What is Clinical Supervision

So, first let’s define what clinical supervision is. According to the Canadian Association of Social Workers, clinical supervision, and I quote, “focuses attention on the client-practitioner relationship” (n.d.) The National Association of Social Workers (2013) breaks down clinical supervision into three pillars that often overlap in practice, administrative, educational, and supportive supervision.

Administrative supervision primarily focuses on managing the business side of private practice, which includes supporting a supervisee with organizational policies, administrative functions of the private practice, and how to do it all ethically.

Educational supervision, which is the most common type of clinical supervision that therapists think of when they work with a clinical supervisor, is supervision that focuses on giving professional advice to help the supervisee manage specific client cases and have discussions regarding ethical dilemmas, while also providing guidance with the application of the therapists’, standard of practice and code of ethics.

And the third is supportive supervision. Supportive supervision is supervision that provides supervisees a safe place to discuss, navigate, and process challenges they face within their work and practice that may be directly or indirectly connected to client work. This may include processing feelings regarding a specific client situation and navigating practice burnout. Although in providing supportive supervision, it’s important to develop clear guidelines and boundaries for yourself.

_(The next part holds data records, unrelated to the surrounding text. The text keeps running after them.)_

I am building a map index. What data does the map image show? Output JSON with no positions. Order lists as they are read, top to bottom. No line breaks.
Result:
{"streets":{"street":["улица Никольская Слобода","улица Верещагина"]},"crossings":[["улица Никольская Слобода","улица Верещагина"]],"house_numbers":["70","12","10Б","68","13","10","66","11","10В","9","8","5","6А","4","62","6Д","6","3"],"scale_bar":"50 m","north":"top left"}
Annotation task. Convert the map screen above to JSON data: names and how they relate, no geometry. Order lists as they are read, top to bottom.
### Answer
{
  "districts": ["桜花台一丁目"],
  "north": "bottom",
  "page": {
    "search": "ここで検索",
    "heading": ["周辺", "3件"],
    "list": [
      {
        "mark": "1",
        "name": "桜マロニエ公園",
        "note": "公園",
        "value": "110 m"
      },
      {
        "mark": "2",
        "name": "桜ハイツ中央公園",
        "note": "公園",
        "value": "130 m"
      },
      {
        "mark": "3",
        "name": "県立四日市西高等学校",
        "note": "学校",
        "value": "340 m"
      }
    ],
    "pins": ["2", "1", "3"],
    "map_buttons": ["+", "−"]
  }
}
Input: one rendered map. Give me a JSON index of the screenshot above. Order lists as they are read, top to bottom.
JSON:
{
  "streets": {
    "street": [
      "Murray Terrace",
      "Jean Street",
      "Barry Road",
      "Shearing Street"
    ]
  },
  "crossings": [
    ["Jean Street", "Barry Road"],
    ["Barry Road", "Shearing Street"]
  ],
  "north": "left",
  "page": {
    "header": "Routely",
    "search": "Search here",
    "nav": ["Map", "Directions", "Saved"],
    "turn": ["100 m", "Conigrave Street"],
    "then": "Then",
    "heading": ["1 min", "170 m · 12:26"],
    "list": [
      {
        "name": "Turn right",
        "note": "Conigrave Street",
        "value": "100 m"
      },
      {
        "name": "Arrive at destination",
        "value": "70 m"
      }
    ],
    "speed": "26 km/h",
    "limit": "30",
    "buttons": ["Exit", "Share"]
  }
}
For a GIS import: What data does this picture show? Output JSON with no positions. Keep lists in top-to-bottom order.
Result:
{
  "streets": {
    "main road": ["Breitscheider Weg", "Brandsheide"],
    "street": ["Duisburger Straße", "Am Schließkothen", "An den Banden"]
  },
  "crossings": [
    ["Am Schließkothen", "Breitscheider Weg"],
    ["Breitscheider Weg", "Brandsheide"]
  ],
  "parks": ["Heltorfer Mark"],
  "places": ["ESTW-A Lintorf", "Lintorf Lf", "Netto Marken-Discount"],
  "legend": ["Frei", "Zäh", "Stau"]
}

How to Become a Clinical Supervisor

You might also be wondering do you have the educational requirements or skills to become a clinical supervisor? This often stops many therapists from being a clinical supervisor as they don’t feel that they have the educational requirements or skills.

But it really depends on the criteria set out by your regulatory body, and or the regulatory body of your supervisee. Who can become a clinical supervisor depends on the profession, the jurisdiction, skills, experience, training, and overall expertise of the prospective clinical supervisor.

As clinical practice is often regulated by profession and by province or state, each regulatory body has its own rules, regulations, and standards when it comes to credentialing clinical supervisors.

Some regulatory bodies have more of an autonomous approach to credentialing, where the supervisor can assess their own scope of practice for providing clinical supervision, whereas other regulatory bodies have stricter criteria about who can become a clinical supervisor.

Some regulatory bodies require clinical supervision training, passing an exam, a self-assessment of one’s skills and knowledge, the specific number of years in practice in order to become a supervisor. So, it’s important to know what it is you need for your specific regulatory body.

Some therapists even provide cross-profession or cross-jurisdictional clinical supervision where they provide supervision to therapists in other professions or regulatory bodies across jurisdictions.

As becoming a therapist can take many routes, such as being a social worker, psychologist, psychotherapist, to name a few, the clinical supervisor may decide that they want to provide clinical supervision to a therapist from another profession, or a therapist in the same profession but in a different province or state.

However, if you’re considering providing cross-profession or cross-jurisdictional clinical supervision, you’ll want to ensure that one, it’s within your scope of practice, two, that you have met the criteria to be a clinical supervisor for the supervisee’s regulatory body, and three, that your practice insurance covers you if you work across professional or jurisdictional lines.

Why Become a Clinical Supervisor

So, why should you become a clinical supervisor?

Well, there are many benefits of becoming a clinical supervisor that range from furthering your profession to increasing your income. But I think the biggest reason that fits within most of the benefits is filling a shortage for clinical supervisors.

As I mentioned in my introduction, the demand to supply for therapists to clinical supervisors in some areas is more towards the demand side for clinical supervisors. As more and more therapists are going into private practice, there’s more of a need for fee clinical supervisors.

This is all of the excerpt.